Mashaei, a young-looking 53-year-old, has a broad range of experience in Iranian government and society. An electrical engineer by training, he worked after the 1979 revolution in Kurdistan and the Iranian province of Western Azerbaijan for the Revolutionary Guards’ intelligence division. He also held positions in the Ministry of Intelligence, as chief of a special department dealing with Kurdistan; the Ministry of the Interior, as a general manager; and on government radio. He got to know Ahmadinejad while working for the Tehran municipality when Ahmadinejad was the city’s mayor.
 Ahmadinejad and Mashaei are clashing with the clerical establishment, but that does not mean that they are fighting for democracy and secular rule.

Mashaei filled several different posts during Ahmadinejad’s first term, from 2005–9, and was appointed vice president at the beginning of the second term. Mashaei’s promotion led to protests on the part of the “sources of emulation,” the primary religious authorities followed by pious Shiites, and the faqihs (Islamic jurists). In July 2009, Khamenei requested that Mashaei be removed from office, but Ahmadinejad refused to dismiss him. Khamenei’s office insisted, writing to Ahmadinejad that the appointment was “contrary to your interests and those of the government and will cause division and dismay among your admirers. You must declare this appointment null and void.”

The supreme leader ultimately got his way, and Mashaei resigned. Ahmadinejad still wanted him around, though, so he appointed him to be his chief of staff in September 2009. Once again, the so-called principlists, hard-liners who support Khamenei, raised their voices in protest, but Mashaei was able to stay on.

Ahmadinejad and Mashaei are clashing with the clerical establishment, but that does not mean that they are fighting for democracy and secular rule. Ahmadinejad is a dictator just like Khamenei. One by one, he has removed the principlist forces and those close to Khamenei from his government, surrounding himself with a loyal coterie. The principlists believe that Mashaei is the guiding hand behind this purge, and they worry that his readiness to buck the conservatives on political, cultural, and social positions presents a grave threat to the Islamic Republic.

What is it about Mashaei that the clerical establishment finds so threatening? First is his defense of Iranian nationalism over Islamism as the guiding force of the country. “Islamism has run its course,” he said in 2004 and repeated in 2008. He also opposes forcing women to wear veils in public. In January 2011, he pointedly asked, “If the veil was not required, what percent of ladies would use it?”

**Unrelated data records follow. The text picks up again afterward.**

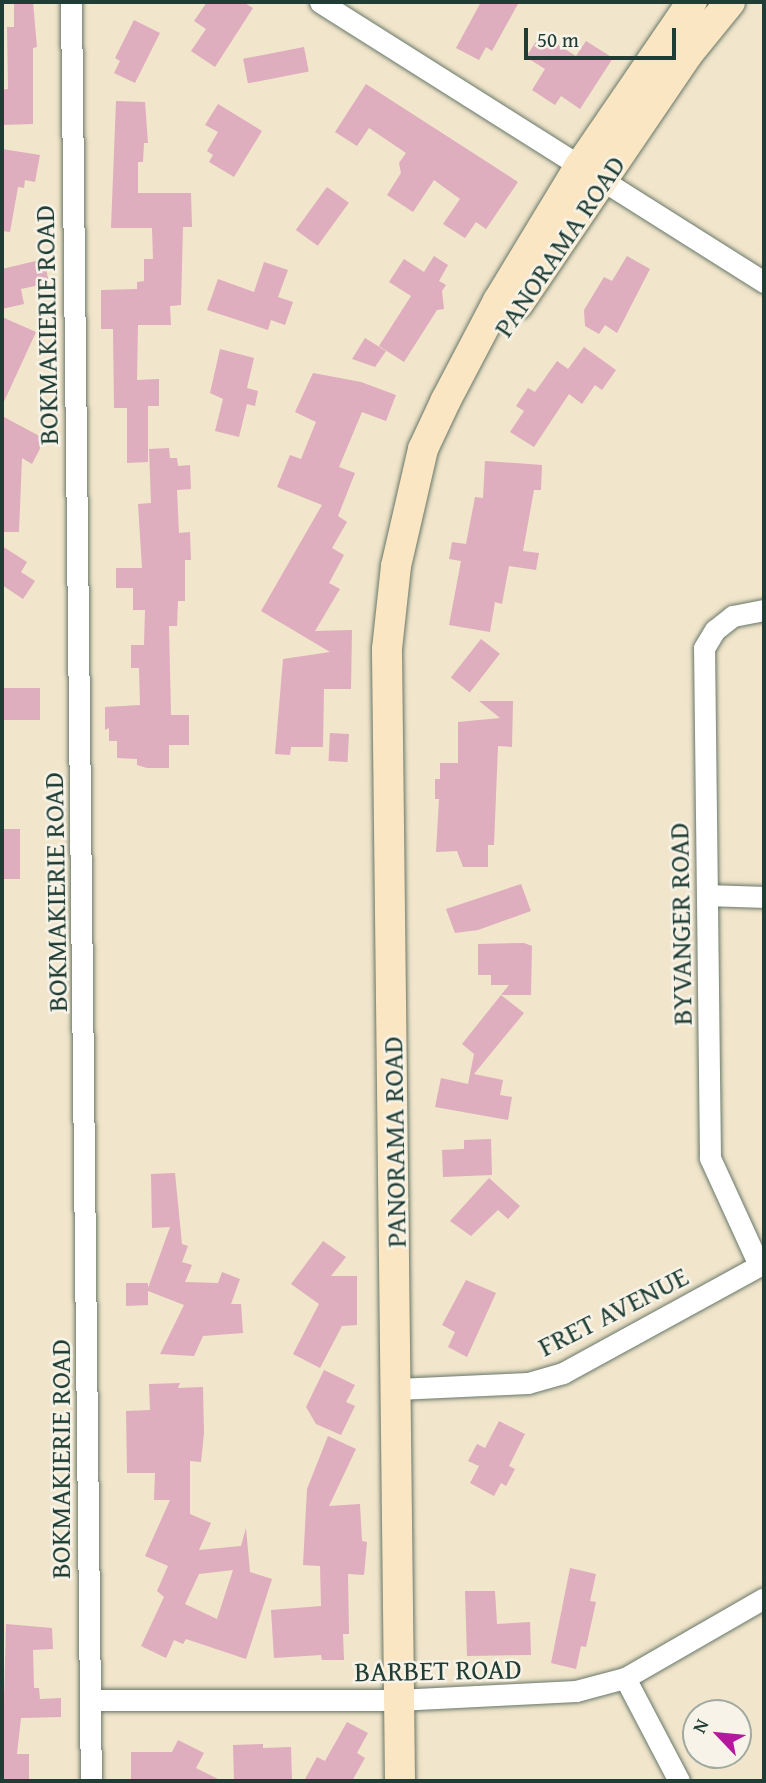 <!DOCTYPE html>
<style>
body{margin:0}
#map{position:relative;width:766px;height:1783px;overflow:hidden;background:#f1e5cb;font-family:"Gentium Book Plus",serif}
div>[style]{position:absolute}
.building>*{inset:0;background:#deadbe;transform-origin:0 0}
.roads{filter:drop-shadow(0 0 2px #687869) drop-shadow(0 0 2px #687869)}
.street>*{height:21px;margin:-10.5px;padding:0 10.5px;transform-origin:10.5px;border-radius:10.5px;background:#fff}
.secondary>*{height:30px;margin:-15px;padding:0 15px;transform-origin:15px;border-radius:15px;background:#fbe6c3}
span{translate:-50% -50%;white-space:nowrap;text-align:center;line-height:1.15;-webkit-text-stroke:5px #f7f3e8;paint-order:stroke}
.street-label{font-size:28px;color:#1f3d34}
.frame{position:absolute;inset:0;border:4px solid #1f3d34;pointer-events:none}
.north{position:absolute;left:682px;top:1699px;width:70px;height:70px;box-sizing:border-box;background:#f7f3e8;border:2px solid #a1aaa0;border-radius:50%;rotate:296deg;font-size:19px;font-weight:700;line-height:28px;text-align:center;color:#1f3d34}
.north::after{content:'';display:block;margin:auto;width:24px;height:32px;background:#b5179e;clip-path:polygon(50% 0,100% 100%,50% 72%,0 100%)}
.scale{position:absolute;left:524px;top:28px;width:152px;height:32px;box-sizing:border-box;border:4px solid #1f3d34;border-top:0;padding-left:9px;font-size:21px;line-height:24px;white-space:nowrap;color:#1f3d34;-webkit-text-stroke:5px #f7f3e8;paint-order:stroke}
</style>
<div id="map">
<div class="building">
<div style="clip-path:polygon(14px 2px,33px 2px,37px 47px,33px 48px,33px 124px,2px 125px,2px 90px,8px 89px,7px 27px,14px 27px)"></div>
<div style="clip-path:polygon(207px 2px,243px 2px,253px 8px,215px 67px,191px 51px,206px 29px,194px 21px)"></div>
<div style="clip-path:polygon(481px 2px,519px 2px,492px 51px,486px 47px,479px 60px,456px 48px)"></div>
<div style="clip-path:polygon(134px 20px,160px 33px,135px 83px,114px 73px,120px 61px,115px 58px)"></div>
<div style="clip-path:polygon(541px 34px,576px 56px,586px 41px,613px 58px,580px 109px,561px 96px,555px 105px,532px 90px,545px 69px,526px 57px)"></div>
<div style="left:304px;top:47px;width:25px;height:62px;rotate:79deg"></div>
<div style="clip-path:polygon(366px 84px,518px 182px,486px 229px,476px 222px,465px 238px,443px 224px,460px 199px,434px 180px,413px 212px,387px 195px,401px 173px,399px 163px,406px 153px,369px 128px,357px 146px,335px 132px)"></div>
<div style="clip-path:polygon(116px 101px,145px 102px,148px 143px,144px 143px,143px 162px,138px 162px,138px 193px,191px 193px,192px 227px,183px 227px,181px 305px,170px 306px,171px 325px,138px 325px,137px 380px,159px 379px,159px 406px,148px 406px,148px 462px,127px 463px,127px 408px,114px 408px,113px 329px,101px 329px,101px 290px,137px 289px,137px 282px,144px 281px,144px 259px,153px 259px,152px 228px,111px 228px)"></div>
<div style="clip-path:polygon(218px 104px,262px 131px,234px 177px,209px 162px,213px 155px,207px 151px,218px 132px,205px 125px)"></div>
<div style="clip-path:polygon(2px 149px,40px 155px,35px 182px,25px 180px,24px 188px,18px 187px,10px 232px,2px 231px)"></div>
<div style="left:327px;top:187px;width:27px;height:53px;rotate:36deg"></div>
<div style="clip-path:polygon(434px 256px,448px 265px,439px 281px,446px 285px,442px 291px,444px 309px,437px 310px,404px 362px,379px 346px,411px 296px,389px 282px,404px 259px,424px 272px)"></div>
<div style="clip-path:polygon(627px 256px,650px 269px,617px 333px,605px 325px,599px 334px,585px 326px,584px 310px,604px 277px,612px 281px)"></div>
<div style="clip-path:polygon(44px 259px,49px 283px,21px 289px,24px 304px,2px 309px,2px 269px)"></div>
<div style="clip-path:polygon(264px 262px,288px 270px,278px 297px,293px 302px,285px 325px,271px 320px,268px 330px,207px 310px,218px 279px,254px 292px)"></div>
<div style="clip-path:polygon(2px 317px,36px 332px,2px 406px)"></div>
<div style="clip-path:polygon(365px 338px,386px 351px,375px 367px,352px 359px)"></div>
<div style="clip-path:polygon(584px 347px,616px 370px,602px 390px,595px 385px,582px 404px,569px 394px,534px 447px,510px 432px,524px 411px,516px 406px,528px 388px,535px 392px,557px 361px,568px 369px)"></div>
<div style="clip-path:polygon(220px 349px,254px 358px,247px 388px,258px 391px,255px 406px,247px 404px,239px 437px,215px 431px,223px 399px,210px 393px)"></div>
<div style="clip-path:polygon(313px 373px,361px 382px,396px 395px,386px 421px,362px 412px,339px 467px,355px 473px,338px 516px,347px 522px,332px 548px,344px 555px,329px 583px,340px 589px,315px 631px,352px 630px,351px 689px,324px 689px,323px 747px,291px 747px,290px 755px,275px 754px,283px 659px,330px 652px,261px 611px,322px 505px,277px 487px,290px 455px,301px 459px,316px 422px,295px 412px)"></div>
<div style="clip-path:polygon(2px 416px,45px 439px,32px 464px,22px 458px,19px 532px,2px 532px)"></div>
<div style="clip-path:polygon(169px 448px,170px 458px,177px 458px,178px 466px,190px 465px,191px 489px,177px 490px,179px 533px,190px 532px,191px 560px,185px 560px,185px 601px,178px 601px,177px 626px,169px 626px,171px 715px,189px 715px,189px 745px,169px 745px,169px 768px,147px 768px,137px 765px,137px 759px,117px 758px,117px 741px,109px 741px,109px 728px,105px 730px,105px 707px,140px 705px,139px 668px,131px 668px,131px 645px,144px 645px,145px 610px,133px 610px,133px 588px,116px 588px,116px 568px,142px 568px,138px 504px,151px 503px,149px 449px)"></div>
<div style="clip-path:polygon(485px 461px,542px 465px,541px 490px,534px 490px,523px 551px,539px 553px,536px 570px,509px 566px,502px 604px,495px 602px,490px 632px,449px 625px,461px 561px,449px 559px,452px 542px,466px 544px,475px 497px,483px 498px)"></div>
<div style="clip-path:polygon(2px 546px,27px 562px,21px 572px,35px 581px,23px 599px,2px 585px)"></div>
<div style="left:481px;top:639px;width:24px;height:49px;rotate:38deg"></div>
<div style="left:2px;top:688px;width:38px;height:32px"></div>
<div style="clip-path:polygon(479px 701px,513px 701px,512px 747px,498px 746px,494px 845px,488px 845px,488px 867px,463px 867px,457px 851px,436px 852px,439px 799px,435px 799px,435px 779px,440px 779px,440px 763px,458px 763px,458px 722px,500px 718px)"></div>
<div style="left:330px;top:733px;width:19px;height:28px;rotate:3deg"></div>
<div style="left:2px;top:829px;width:18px;height:50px"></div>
<div style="clip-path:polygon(521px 884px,531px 911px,478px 930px,455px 933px,446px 909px)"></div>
<div style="clip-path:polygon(524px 943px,532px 946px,531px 995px,501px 995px,509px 985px,491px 985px,491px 975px,478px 975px,478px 944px)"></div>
<div style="clip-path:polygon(501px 995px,524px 1013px,474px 1074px,503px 1080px,500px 1095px,512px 1097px,508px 1120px,435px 1107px,441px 1078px,468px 1084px,474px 1054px,462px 1044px)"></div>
<div style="clip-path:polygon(491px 1139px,492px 1175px,443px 1177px,442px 1150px,464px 1149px,464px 1140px)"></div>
<div style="clip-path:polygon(175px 1173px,182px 1244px,188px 1246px,182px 1262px,192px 1265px,185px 1282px,218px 1283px,222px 1272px,240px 1279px,231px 1304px,241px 1304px,243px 1333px,203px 1336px,194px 1356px,160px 1354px,184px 1305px,148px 1291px,148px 1305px,126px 1306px,126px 1283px,148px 1283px,148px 1288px,170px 1227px,152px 1228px,151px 1174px)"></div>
<div style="clip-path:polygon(489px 1178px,520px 1206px,508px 1219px,498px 1210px,471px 1236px,450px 1221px)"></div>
<div style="clip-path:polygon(323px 1241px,346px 1257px,331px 1276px,357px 1276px,357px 1325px,342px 1326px,320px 1368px,293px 1354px,319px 1304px,291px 1284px)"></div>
<div style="clip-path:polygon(466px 1280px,496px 1293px,467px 1357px,448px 1347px,455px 1332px,442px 1325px)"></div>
<div style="clip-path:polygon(324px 1370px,355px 1385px,346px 1402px,355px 1406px,341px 1435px,316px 1424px,306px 1407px)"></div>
<div style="clip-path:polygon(evenodd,180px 1383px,178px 1388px,203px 1387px,204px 1433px,201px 1462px,190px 1461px,190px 1514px,211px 1523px,199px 1550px,241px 1546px,246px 1528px,250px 1572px,272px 1579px,246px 1659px,186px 1639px,183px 1644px,174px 1640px,166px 1658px,141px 1646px,164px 1597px,157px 1591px,168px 1566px,145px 1556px,170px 1500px,154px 1500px,155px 1473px,127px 1473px,126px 1411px,150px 1410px,149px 1384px,180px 1383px,233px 1570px,217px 1619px,185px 1604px,199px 1574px,233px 1570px)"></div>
<div style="clip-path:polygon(499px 1421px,525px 1434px,509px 1466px,515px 1469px,506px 1486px,501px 1483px,494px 1496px,470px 1483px,479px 1466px,468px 1461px,477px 1444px,485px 1448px)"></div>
<div style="clip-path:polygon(328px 1436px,356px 1449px,329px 1506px,360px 1504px,362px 1541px,367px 1542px,364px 1575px,348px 1574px,349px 1634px,343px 1634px,344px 1660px,322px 1660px,321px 1655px,274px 1658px,271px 1610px,321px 1606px,320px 1566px,303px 1565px,307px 1489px)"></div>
<div style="clip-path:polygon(570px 1568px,596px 1574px,590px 1601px,596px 1602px,586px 1647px,581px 1646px,576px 1669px,551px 1663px)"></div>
<div style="clip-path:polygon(465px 1591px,495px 1591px,497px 1624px,530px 1622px,531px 1655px,467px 1656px)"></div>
<div style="clip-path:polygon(6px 1624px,52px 1628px,53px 1649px,33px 1650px,34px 1688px,39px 1688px,40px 1699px,61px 1698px,61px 1717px,21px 1718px,17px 1754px,29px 1754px,29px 1781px,2px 1781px)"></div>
<div style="clip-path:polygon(347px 1722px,368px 1733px,357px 1753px,365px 1758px,352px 1781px,304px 1781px,317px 1757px,325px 1761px)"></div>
<div style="clip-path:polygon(178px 1740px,204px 1753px,196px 1768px,222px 1781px,131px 1781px,131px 1752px,172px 1752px)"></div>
<div style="clip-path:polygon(263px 1744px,263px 1748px,291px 1747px,292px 1781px,234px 1781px,233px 1745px)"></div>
</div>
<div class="roads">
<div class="street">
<div style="left:71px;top:2px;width:1779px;rotate:89.36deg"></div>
<div style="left:320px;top:2px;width:525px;rotate:32.24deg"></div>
<div style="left:708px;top:895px;width:56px;rotate:2deg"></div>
<div style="left:759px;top:1265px;width:118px;rotate:-114.6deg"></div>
<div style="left:710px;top:1158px;width:510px;rotate:-90.67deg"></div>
<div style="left:704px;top:648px;width:21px;rotate:-59deg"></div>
<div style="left:715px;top:630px;width:23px;rotate:-38deg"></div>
<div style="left:733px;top:616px;width:32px;rotate:-11deg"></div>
<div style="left:397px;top:1389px;width:131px;rotate:-2.6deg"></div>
<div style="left:528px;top:1383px;width:36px;rotate:-16deg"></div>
<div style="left:563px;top:1373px;width:229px;rotate:-28.7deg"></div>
<div style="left:625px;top:1678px;width:116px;rotate:62.3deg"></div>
<div style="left:90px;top:1700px;width:307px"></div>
<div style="left:397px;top:1700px;width:179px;rotate:-2.9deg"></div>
<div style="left:576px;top:1691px;width:51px;rotate:-14.9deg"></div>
<div style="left:625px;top:1678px;width:160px;rotate:-29.9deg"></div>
</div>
<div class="secondary">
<div style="left:518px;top:304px;width:301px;rotate:-55.8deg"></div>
<div style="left:687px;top:55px;width:68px;rotate:-50.9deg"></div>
<div style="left:400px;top:1781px;width:1132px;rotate:-90.66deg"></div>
<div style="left:387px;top:649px;width:83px;rotate:-83.8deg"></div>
<div style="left:396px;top:566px;width:120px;rotate:-77deg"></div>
<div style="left:423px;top:449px;width:54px;rotate:-64.9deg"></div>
<div style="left:446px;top:400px;width:112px;rotate:-62.3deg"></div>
<div style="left:498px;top:301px;width:157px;rotate:-58.8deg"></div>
<div style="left:579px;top:167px;width:200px;rotate:-55.6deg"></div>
</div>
</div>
<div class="street-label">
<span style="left:559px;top:246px;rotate:-56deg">PANORAMA ROAD</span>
<span style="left:46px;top:325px;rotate:-91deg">BOKMAKIERIE ROAD</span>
<span style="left:55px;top:892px;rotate:-91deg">BOKMAKIERIE ROAD</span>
<span style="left:680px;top:924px;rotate:-91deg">BYVANGER ROAD</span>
<span style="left:394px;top:1142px;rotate:-91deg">PANORAMA ROAD</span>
<span style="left:613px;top:1311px;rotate:-27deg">FRET AVENUE</span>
<span style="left:60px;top:1459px;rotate:-90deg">BOKMAKIERIE ROAD</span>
<span style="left:438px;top:1670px;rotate:-1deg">BARBET ROAD</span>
</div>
<div class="frame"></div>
<div class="north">N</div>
<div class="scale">50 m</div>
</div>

Another of Mashaei’s controversial moments came in July 2008, when he declared that “Iran today is friends with the people of America and Israel,” a statement meant to distinguish himself from the mainstream politics of the Islamic Republic. This matter set off such an uproar that Khamenei delivered a pointed response to Mashaei in a sermon several months later: “This is not right,” he retorted. ”It is illogical. Who are the people of Israel? They are the same people who seize houses, seize land, who seize farms, who seize trade. This is the rabble of Zionist elements.”

The spat extends to the religious sphere, too. Iran’s clerics consider themselves to be governing in the stead of the Twelfth Imam, a messianic figure in Shiism, according to the principle of wilayat al-faqih (guardianship of the jurist). The clergy claims a monopoly on relations with the imam, but Mashaei insists that he, too, has had direct contact with him. The clerics do not like such rivals, so they have accused Mashaei of witchcraft, saying that he acts on commands from satanic genies and has bewitched Ahmadinejad. In mid-2011, 25 of Mashaei’s associates were arrested on charges of practicing witchcraft and economic corruption and sent to prison.